Musically, the four movements of the piece - "Ocean's Kingdom", "Hall of Dance", "Imprisonment" and "Moonrise" – convey the tale of a love story within an underwater world whose people are threatened by the humans of Earth. Movement 1, which was a bit cluttered musically, is where the principal characters meet and fall in love. Movement 2 is much more cohesive, with strong celebratory melodies. Perhaps bizarrely, the opening measures (from about 0:20 in, and running about a minute) recall – in rhythmic, melodic, and harmonic structure – Paul’s song “Heather” from 2001’s “Driving Rain” album (go ahead, give it a listen). Insert your gold-digger joke here, but that song contained what was easily the album’s richest melody and vocal harmony texture.

Movement 3, as can be construed from its title, is the darkest passage, and in Movement 4 – well, you guessed it - love triumphs in the end as the music resolves in due course. The scenery changes (from earth to ocean) in the final movement were most impressive. Included were images as used on the forthcoming album (CD) cover, which appearing at first glance to suggest a city skyline in an underwater setting; in fact, the contours represent a digital readout of the notes from the musical score.

The finale was met with rousing applause, and a sustained standing ovation for the cast, orchestra, choreographer and designer, but really kicked into high gear (of course) when Paul came on to take a bow and the standard curtain calls.

As the evening’s gala events would continue on for VIP’s and Lincoln Center patrons, the celebratory atmosphere was sustained for the Beatles fans in attendance, who snapped up the commemorative t-shirts ($30), posters ($10) and postcards ($1). On the issue of swag, the traditional “Playbill” was of course distributed to all in attendance, with the “Ocean’s Kingdom” centerpiece duly inserted in the center and artwork on the cover, and featuring an informative article about the project by Hollywood Reporter & NY Times contributor David Rooney. For the premiere, a commemorative hardback tri-fold slipcase was issued to house the Playbill as well. As an added surprise, all guests were given an additional full-color program on the way out, detailing the show’s history, with notes from Sir Paul and boasting loads of rehearsal and backstage photos. A very nice touch indeed.

“Ocean’s Kingdom” joins Paul’s previous classical works not only as intriguing sidebars to his standard catalog, but as an example of how pop melodies, harmonies and rhythms can coexist peacefully – and rewardingly – in typically classical environs. There’s no vocal or choral component to “Ocean’s Kingdom” (it was written for ballet, after all), so it’s closer to his previous “Working Classical” than, say, “Liverpool Oratorio”.
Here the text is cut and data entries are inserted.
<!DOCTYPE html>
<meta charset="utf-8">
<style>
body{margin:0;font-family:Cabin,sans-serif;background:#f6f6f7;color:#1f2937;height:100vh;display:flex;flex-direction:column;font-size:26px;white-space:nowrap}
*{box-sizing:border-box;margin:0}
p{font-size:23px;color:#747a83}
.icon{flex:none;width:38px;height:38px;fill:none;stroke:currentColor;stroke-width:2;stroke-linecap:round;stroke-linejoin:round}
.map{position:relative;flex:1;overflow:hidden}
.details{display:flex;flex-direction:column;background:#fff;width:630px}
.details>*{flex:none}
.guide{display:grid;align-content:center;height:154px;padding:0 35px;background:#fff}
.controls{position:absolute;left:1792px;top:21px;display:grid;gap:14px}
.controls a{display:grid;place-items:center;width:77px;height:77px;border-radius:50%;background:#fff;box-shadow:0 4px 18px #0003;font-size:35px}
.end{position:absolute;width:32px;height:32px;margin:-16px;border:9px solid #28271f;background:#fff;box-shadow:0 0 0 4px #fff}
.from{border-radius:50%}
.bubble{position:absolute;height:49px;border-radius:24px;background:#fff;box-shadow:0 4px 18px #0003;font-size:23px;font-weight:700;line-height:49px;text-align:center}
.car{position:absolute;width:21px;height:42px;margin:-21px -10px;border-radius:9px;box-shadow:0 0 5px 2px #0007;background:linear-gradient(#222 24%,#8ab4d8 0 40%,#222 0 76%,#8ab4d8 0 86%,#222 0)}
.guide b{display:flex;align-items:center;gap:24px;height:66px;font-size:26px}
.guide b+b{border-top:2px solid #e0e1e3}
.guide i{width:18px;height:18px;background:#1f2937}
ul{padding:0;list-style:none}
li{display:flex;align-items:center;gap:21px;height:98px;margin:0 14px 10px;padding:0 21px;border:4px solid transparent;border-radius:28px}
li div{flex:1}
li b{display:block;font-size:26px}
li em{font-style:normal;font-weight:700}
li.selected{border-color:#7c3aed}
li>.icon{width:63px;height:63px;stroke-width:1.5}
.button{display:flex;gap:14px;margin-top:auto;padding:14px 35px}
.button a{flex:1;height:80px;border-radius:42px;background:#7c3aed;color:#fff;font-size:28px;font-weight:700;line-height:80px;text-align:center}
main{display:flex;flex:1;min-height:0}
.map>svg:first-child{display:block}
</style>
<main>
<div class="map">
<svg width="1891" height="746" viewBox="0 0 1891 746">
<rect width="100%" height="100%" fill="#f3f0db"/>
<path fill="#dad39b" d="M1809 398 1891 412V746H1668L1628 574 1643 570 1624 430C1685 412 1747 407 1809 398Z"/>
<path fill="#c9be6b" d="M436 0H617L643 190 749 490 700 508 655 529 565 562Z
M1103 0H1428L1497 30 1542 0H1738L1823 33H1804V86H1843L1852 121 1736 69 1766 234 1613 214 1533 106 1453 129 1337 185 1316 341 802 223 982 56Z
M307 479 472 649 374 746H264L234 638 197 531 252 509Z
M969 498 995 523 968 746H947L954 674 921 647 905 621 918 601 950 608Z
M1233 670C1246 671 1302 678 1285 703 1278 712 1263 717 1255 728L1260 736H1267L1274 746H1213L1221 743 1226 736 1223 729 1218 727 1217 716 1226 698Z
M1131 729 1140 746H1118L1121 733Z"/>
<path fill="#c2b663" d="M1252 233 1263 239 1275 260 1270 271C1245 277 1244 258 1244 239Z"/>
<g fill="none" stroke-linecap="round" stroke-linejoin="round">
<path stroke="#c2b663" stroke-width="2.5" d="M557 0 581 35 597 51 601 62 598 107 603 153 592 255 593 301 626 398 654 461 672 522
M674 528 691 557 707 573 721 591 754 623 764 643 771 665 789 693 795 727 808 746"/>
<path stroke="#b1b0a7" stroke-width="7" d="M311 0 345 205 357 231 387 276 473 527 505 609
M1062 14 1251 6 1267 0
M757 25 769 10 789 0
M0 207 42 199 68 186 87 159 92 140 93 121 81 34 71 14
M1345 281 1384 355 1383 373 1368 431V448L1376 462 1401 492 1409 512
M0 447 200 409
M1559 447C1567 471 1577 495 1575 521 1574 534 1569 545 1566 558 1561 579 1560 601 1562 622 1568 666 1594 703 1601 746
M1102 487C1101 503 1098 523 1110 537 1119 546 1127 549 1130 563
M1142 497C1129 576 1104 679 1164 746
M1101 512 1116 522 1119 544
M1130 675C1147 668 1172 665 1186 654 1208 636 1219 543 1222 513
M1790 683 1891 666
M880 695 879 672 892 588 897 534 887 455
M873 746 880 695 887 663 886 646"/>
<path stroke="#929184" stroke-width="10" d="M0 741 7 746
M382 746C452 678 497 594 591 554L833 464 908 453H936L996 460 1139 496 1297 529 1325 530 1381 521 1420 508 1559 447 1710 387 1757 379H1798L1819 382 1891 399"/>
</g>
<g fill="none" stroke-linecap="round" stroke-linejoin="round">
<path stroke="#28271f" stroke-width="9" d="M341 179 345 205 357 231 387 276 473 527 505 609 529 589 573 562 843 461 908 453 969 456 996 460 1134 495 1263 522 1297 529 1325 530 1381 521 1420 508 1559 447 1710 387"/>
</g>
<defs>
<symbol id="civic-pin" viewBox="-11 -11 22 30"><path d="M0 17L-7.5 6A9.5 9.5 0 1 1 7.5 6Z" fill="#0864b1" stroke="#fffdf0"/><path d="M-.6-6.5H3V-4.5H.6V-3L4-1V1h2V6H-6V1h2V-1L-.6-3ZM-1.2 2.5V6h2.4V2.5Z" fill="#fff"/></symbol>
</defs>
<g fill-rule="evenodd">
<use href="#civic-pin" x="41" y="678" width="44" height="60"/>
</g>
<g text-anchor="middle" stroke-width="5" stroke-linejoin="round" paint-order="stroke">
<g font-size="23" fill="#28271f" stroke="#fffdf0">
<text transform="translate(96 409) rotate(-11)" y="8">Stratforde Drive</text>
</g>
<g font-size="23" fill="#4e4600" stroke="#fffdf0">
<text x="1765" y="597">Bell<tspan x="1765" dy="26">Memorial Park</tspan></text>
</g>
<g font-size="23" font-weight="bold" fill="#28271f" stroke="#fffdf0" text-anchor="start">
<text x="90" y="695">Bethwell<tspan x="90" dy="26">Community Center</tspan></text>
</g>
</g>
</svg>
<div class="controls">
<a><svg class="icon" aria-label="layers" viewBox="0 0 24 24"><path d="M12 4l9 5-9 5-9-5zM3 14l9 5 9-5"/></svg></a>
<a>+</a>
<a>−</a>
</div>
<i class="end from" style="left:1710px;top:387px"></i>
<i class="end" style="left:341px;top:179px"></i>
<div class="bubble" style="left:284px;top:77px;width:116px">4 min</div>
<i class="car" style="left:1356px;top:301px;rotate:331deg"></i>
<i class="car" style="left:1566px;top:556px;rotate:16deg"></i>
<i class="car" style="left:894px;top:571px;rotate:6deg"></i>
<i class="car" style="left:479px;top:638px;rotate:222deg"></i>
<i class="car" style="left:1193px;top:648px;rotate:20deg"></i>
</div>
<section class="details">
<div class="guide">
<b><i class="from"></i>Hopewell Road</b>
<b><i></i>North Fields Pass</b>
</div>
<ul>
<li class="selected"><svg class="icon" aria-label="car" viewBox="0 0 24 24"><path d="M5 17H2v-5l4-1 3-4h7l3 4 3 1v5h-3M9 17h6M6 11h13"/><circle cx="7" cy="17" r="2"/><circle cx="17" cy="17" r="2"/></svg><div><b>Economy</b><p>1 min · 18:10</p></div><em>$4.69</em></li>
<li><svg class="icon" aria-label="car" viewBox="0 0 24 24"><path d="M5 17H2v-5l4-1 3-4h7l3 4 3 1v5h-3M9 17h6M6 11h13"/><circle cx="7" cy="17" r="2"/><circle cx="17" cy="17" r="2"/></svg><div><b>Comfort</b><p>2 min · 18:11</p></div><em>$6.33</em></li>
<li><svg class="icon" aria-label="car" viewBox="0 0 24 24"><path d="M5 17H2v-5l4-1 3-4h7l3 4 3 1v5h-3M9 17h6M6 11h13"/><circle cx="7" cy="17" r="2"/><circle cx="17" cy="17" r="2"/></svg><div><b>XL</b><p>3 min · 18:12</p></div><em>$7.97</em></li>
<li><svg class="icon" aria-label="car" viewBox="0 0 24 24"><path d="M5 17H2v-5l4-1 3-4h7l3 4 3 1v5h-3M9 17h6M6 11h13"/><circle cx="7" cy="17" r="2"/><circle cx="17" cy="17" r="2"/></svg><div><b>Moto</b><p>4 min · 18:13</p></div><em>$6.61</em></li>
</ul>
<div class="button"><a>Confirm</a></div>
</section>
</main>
As the Beatles turned generations of folks reading this report on to the likes of Carl Perkins and Buddy Holly, Choreographer Martins hopes Sir Paul’s name and involvement will encourage new audiences to discover ballet, while emphasizing the project came about for creative and artistic inspiration, and not commercial opportunity.

“Everbody gonna dance tonight” … indeed!